Le 5 décembre 2018, la plateforme « ARIANE » a été victime d'une cyberattaque. Cette attaque a été détectée par un dispositif de protection mis en place par l'Agence nationale de sécurité des systèmes d'information (ANSSI) en périphérie des systèmes d'information du ministère. Ce dispositif a pu constater qu'une partie des données stockées dans cette base de données a été piratée.

Des données personnelles enregistrées lors de l'inscription sur la plateforme ont été dérobées . Selon le MEAE, il s'agit de données extraites de la table des personnes à contacter en cas d'urgence (nom, prénom, adresse électronique) et d'une partie des identifiants téléphoniques pour lesquels il avait été sagement prévu un stockage fractionné dans deux tables différentes, afin d'empêcher la reconstitution des numéros et donc leur exploitation frauduleuse. Au total, ce sont 540 563 personnes qui sont concernées par ce vol de données. Ni les autres données des titulaires de comptes, ni leur mot de passe, ni les dates et destinations de leurs voyages n'ont été compromis. Les données dérobées ne permettaient pas de faire de lien entre les contacts et les titulaires de compte. En outre, il a été constaté à l'occasion de l'information des personnes concernées par l'envoi d'un courriel, que plus de 200 000 de ces adresses n'étaient plus actives.
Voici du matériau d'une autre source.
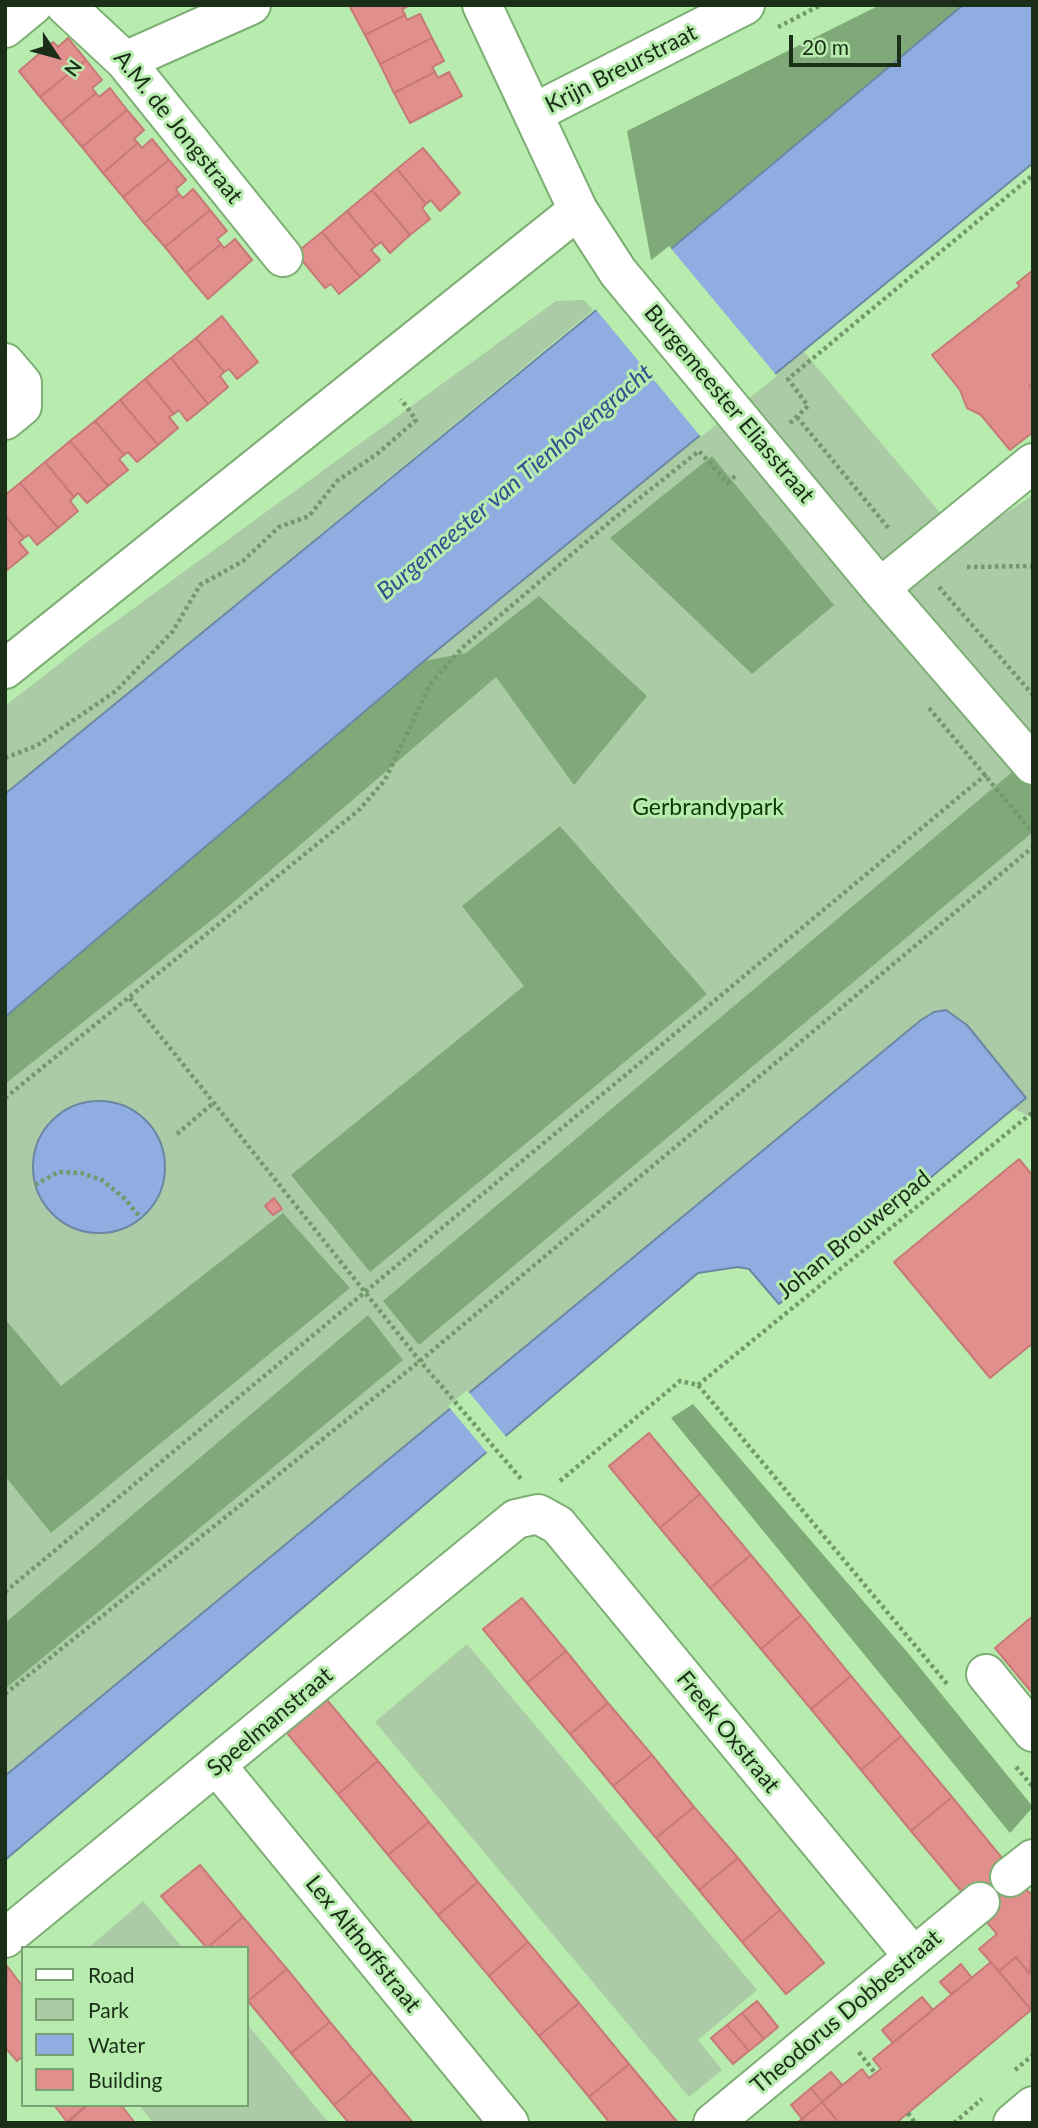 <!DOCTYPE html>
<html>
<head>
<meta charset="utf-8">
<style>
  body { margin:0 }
  #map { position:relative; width:1038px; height:2128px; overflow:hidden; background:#b7ecae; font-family:Lato,sans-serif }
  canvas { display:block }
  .frame { position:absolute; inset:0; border:7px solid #1b2f18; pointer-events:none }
  .legend { position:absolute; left:21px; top:1946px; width:228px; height:161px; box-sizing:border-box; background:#b7ecae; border:2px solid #79a072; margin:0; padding:9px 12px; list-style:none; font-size:21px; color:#1b2f18 }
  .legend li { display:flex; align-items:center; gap:14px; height:35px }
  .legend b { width:35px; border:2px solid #79a072 }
  .north { position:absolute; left:21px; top:21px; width:70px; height:70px; -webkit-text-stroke:5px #b7ecae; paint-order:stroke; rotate:126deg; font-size:19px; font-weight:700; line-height:28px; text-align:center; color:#1b2f18 }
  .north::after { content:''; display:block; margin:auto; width:24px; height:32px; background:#1b2f18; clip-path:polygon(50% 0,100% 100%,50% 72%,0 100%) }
  .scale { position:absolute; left:789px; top:35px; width:112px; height:32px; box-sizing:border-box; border:4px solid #1b2f18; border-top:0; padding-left:9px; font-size:21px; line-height:24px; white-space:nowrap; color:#1b2f18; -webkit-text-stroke:5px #b7ecae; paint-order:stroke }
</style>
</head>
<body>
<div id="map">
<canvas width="1038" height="2128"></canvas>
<div class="frame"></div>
<ul class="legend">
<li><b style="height:9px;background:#fff"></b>Road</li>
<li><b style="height:19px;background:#aacba5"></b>Park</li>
<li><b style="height:19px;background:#8fade0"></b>Water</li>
<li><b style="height:19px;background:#e08f8d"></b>Building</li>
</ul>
<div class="north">N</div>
<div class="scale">20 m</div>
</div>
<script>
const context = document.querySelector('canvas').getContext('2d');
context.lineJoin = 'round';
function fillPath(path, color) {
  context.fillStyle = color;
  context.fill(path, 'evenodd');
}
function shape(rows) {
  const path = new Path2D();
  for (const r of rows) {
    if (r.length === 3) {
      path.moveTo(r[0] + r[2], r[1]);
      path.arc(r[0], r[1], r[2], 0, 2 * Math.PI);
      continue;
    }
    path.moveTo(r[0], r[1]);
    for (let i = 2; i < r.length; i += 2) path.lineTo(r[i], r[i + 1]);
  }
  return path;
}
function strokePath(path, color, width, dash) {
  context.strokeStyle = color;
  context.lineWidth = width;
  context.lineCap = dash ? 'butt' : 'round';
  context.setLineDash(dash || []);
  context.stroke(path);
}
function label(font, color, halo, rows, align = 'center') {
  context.font = font + ' Lato,sans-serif';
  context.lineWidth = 6;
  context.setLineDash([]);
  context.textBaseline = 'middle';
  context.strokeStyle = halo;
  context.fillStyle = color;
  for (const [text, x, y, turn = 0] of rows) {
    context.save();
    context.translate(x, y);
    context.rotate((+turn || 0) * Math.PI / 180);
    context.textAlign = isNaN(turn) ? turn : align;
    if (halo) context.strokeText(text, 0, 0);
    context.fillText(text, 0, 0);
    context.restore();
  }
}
const green = shape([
  [584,300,593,310,5,794,5,706,86,643,556,301],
  [783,327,964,541,1033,495,1033,1118,909,1058,5,1799,5,974],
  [467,1644,757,1990,698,2040,722,2070,689,2097,375,1722],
  [143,1901,183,1948,88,1948],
  [247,2024,329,2123,153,2123,139,2105,247,2105]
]);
const forest = shape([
  [880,5,963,5,652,265,627,131],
  [712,456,834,605,752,674,610,538],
  [539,596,647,696,574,785,496,677,223,911,5,1084,5,1017,424,661,466,653],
  [1017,768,1033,788,1033,832,419,1345,383,1301],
  [560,826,707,994,370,1272,291,1175,524,986,462,906],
  [283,1213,350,1288,51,1533,5,1476,5,1319,61,1386],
  [368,1315,403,1360,5,1689,5,1623],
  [693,1404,908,1653,1033,1807,1010,1833,671,1418]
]);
const water = shape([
  [963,5,1033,5,1033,163,424,661,5,1017,5,794,671,249,963,5],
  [946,1010,967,1025,1026,1098,779,1304,749,1269,738,1267,698,1273,5,1860,5,1776,921,1020,934,1012,946,1010],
  [99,1167,66]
]);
const pier = shape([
  [669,246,777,376,701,437,593,306],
  [467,1390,508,1439,489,1455,448,1406]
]);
const building = shape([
  [349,5,410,5,402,9,405,15,365,35,349,5],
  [420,14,432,38,380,64,365,35,405,15,407,20,420,14],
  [68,38,86,60,40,97,19,71,53,42,58,47,68,38],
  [432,38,444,61,432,67,435,72,394,93,380,64,432,38],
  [86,60,102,80,92,88,96,93,61,122,40,97,86,60],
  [435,72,438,78,449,72,462,96,410,123,394,93,435,72],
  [110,88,127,110,82,147,61,122,96,93,99,97,110,88],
  [127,110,144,130,134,139,138,143,103,173,82,147,127,110],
  [152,139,169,160,123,197,103,173,138,143,142,148,152,139],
  [423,148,460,193,440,211,431,200,426,204,397,169,423,148],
  [169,160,186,180,176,189,179,194,144,223,123,197,169,160],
  [397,169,426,204,422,208,430,219,410,235,372,190,397,169],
  [193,189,210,210,165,247,144,223,179,194,183,198,193,189],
  [372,190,410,235,390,253,381,242,376,246,347,211,372,190],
  [210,210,227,231,217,239,221,244,186,273,165,247,210,210],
  [347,211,376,246,371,250,380,260,360,277,322,232,347,211],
  [322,232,360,277,339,294,331,284,325,288,296,253,322,232],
  [235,239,252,260,208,299,186,273,221,244,224,248,235,239],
  [1033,270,1033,383,1029,386,1033,391,1033,432,1010,450,981,415,967,408,960,390,932,355,1020,286,1017,283,1033,270],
  [222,316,258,362,237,379,229,369,224,372,196,338,222,316],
  [196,338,224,372,220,376,228,387,208,404,171,358,196,338],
  [171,358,208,404,187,421,179,410,174,414,145,379,171,358],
  [145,379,174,414,169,417,178,428,158,445,120,400,145,379],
  [120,400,158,445,137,462,128,452,124,455,95,421,120,400],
  [95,421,124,455,119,459,128,470,108,486,70,441,95,421],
  [70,441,108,486,87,503,78,493,74,497,45,462,70,441],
  [45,462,74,497,70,501,78,511,58,528,20,483,45,462],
  [20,483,58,528,37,545,29,535,24,538,5,516,5,495,20,483],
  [5,516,24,538,19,542,28,553,7,570,5,516],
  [1019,1159,1033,1176,1033,1343,990,1378,894,1262,1019,1159],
  [274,1198,282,1209,273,1215,265,1206,274,1198],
  [649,1433,700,1494,660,1528,609,1466,649,1433],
  [700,1494,751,1555,710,1588,660,1528,700,1494],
  [751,1555,801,1615,761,1649,710,1588,751,1555],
  [522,1598,566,1651,527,1683,483,1629,522,1598],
  [801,1615,851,1676,811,1709,761,1649,801,1615],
  [1033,1616,1033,1694,995,1648,1033,1616],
  [566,1651,608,1703,570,1734,527,1683,566,1651],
  [851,1676,901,1736,861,1770,811,1709,851,1676],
  [327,1700,378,1761,338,1794,287,1733,327,1700],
  [608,1703,652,1755,613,1786,570,1734,608,1703],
  [901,1736,952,1797,911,1831,861,1770,901,1736],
  [652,1755,694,1807,656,1838,613,1786,652,1755],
  [378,1761,429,1822,388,1855,338,1794,378,1761],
  [952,1797,1002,1858,998,1862,1033,1896,1030,1974,1016,1957,999,1971,979,1949,997,1934,985,1920,991,1915,968,1887,962,1892,911,1831,952,1797],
  [694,1807,738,1858,699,1890,656,1838,694,1807],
  [429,1822,478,1882,438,1915,388,1855,429,1822],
  [738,1858,780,1910,742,1942,699,1890,738,1858],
  [200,1865,243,1917,207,1948,161,1896,200,1865],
  [478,1882,528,1942,489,1976,438,1915,478,1882],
  [780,1910,824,1963,786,1994,742,1942,780,1910],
  [243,1917,287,1969,248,2001,247,1948,207,1948,243,1917],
  [528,1942,579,2003,539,2036,489,1976,528,1942],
  [1016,1957,1030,1974,1033,1972,1031,2010,999,1971,1016,1957],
  [991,1962,1031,2010,896,2123,839,2123,822,2102,862,2069,869,2078,881,2069,873,2059,991,1962],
  [961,1964,972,1978,951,1994,940,1982,961,1964],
  [7,1966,23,1987,23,2056,17,2061,5,2047,7,1966],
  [287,1969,330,2022,291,2053,248,2001,287,1969],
  [922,1997,933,2010,893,2043,882,2030,922,1997],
  [757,2001,778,2027,764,2039,742,2013,757,2001],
  [579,2003,629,2064,589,2097,539,2036,579,2003],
  [742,2013,764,2039,749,2051,727,2025,742,2013],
  [330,2022,372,2073,334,2105,291,2053,330,2022],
  [727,2025,749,2051,733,2064,711,2038,727,2025],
  [629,2064,678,2123,610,2123,589,2097,629,2064],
  [831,2072,842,2085,822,2102,811,2088,831,2072],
  [372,2073,413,2123,349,2123,334,2105,372,2073],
  [811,2088,822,2102,802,2119,791,2105,811,2088],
  [822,2102,839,2123,797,2123,802,2119,822,2102],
  [54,2105,87,2105,67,2122,54,2105],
  [87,2105,121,2105,135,2123,68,2123,87,2105]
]);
const path = shape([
  [778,27,821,5],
  [797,417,890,530],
  [790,423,808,406,788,379,1033,175],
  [967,567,1033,566],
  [939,587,1033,695],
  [929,708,1033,833],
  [5,758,36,746,116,691,173,631,200,585,243,561,279,527,309,516,337,481,377,454,416,420,401,399],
  [130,998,420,1361,522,1480],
  [5,1098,359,810,385,780,431,683,463,647,612,520,699,451,728,483,736,475],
  [177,1134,212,1104],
  [35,1185,58,1172,81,1173,102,1180,125,1199,141,1218],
  [698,1385,1033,1112],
  [560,1481,680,1381,698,1385,948,1685],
  [5,1592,989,772],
  [5,1694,420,1361,1033,847],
  [1016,1767,1033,1787],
  [859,2052,875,2073],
  [1015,2070,1033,2055],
  [908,2113,915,2123],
  [954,2123,982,2099]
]);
const minor = shape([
  [65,5,125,61,283,257],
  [482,5,578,210,618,272,880,588,1033,765],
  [5,28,33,5],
  [125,61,251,5],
  [534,113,745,5],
  [5,363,22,383,22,406,5,420],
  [880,588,1033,463],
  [5,669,578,210],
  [986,1674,1033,1732],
  [217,1766,509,2123],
  [1010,1877,1033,1859],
  [5,1938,516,1519,538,1514,558,1525,913,1956],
  [713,2123,980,1902]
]);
const major = shape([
  [1013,2123,1033,2106]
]);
const streetNames = [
  ["Krijn Breurstraat",621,69,-27],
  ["A.M. de Jongstraat",178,127,51],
  ["Burgemeester Eliasstraat",729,404,50],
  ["Johan Brouwerpad",854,1235,-39],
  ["Speelmanstraat",270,1722,-40],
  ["Freek Oxstraat",728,1732,51],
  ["Lex Althoffstraat",363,1944,51],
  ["Theodorus Dobbestraat",846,2012,-40]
];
const parkNames = [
  ["Gerbrandypark",708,808]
];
const waterNames = [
  ["Burgemeester van Tienhovengracht",515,482,-40]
];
fillPath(green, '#aacba5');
fillPath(forest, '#80a979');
fillPath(water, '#8fade0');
strokePath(water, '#6c87a4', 2);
fillPath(pier, '#b7ecae');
fillPath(building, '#e08f8d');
strokePath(building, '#c77877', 2);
strokePath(minor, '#7daf75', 42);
strokePath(major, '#7daf75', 42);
strokePath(path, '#72986c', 4.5, [3.5, 3.5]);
strokePath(minor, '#fff', 38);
strokePath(major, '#fff', 38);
label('23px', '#1b2f18', '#b7ecae', streetNames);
label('23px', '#0c3706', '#b7ecae', parkNames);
label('italic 24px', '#2e518f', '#b7ecae', waterNames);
</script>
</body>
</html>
Le service n'a pas été interrompu et la sécurisation des données a été restaurée, des mesures correctives ont été prises pour empêcher la reproduction d'une attaque selon les mêmes procédures.

L'incident a été connu du grand public le 13 décembre, date à laquelle le ministère a adressé un courriel d'information aux personnes concernées et un communiqué de presse. Ce communiqué annonçait que le ministère avait saisi la Commission nationale de l'informatique et des libertés (CNIL) ainsi que la justice des faits constatés.

Sitôt l'incident connu , la commission des affaires étrangères, de la défense et des forces armées du Sénat s'est saisie de ce dossier , à l'initiative de vos deux rapporteurs. En effet, depuis trois ans, les avis budgétaires de la commission sur le programme 129 « Coordination du travail gouvernemental » qui porte les crédits de l'ANSSI, soulignait les résultats insuffisants de la mise en oeuvre de la politique de protection et de sécurité des systèmes d'information de l'Etat (PSSIE) 2 ( * ) . En outre, cette cyberattaque touchait un ministère sur lequel la commission était pleinement légitime à assurer un contrôle. Le but n'était pas de stigmatiser d'éventuelles défaillances mais au contraire de susciter un retour d'expérience dont le MEAE, et au-delà les services de l'Etat, pourraient tirer des enseignements pour les prochains incidents qui ne manqueront pas de se produire compte tenu des vulnérabilités de nos systèmes, d'une part, de la fréquence croissante, de l'ampleur et de la sophistication des attaques, d'autre part.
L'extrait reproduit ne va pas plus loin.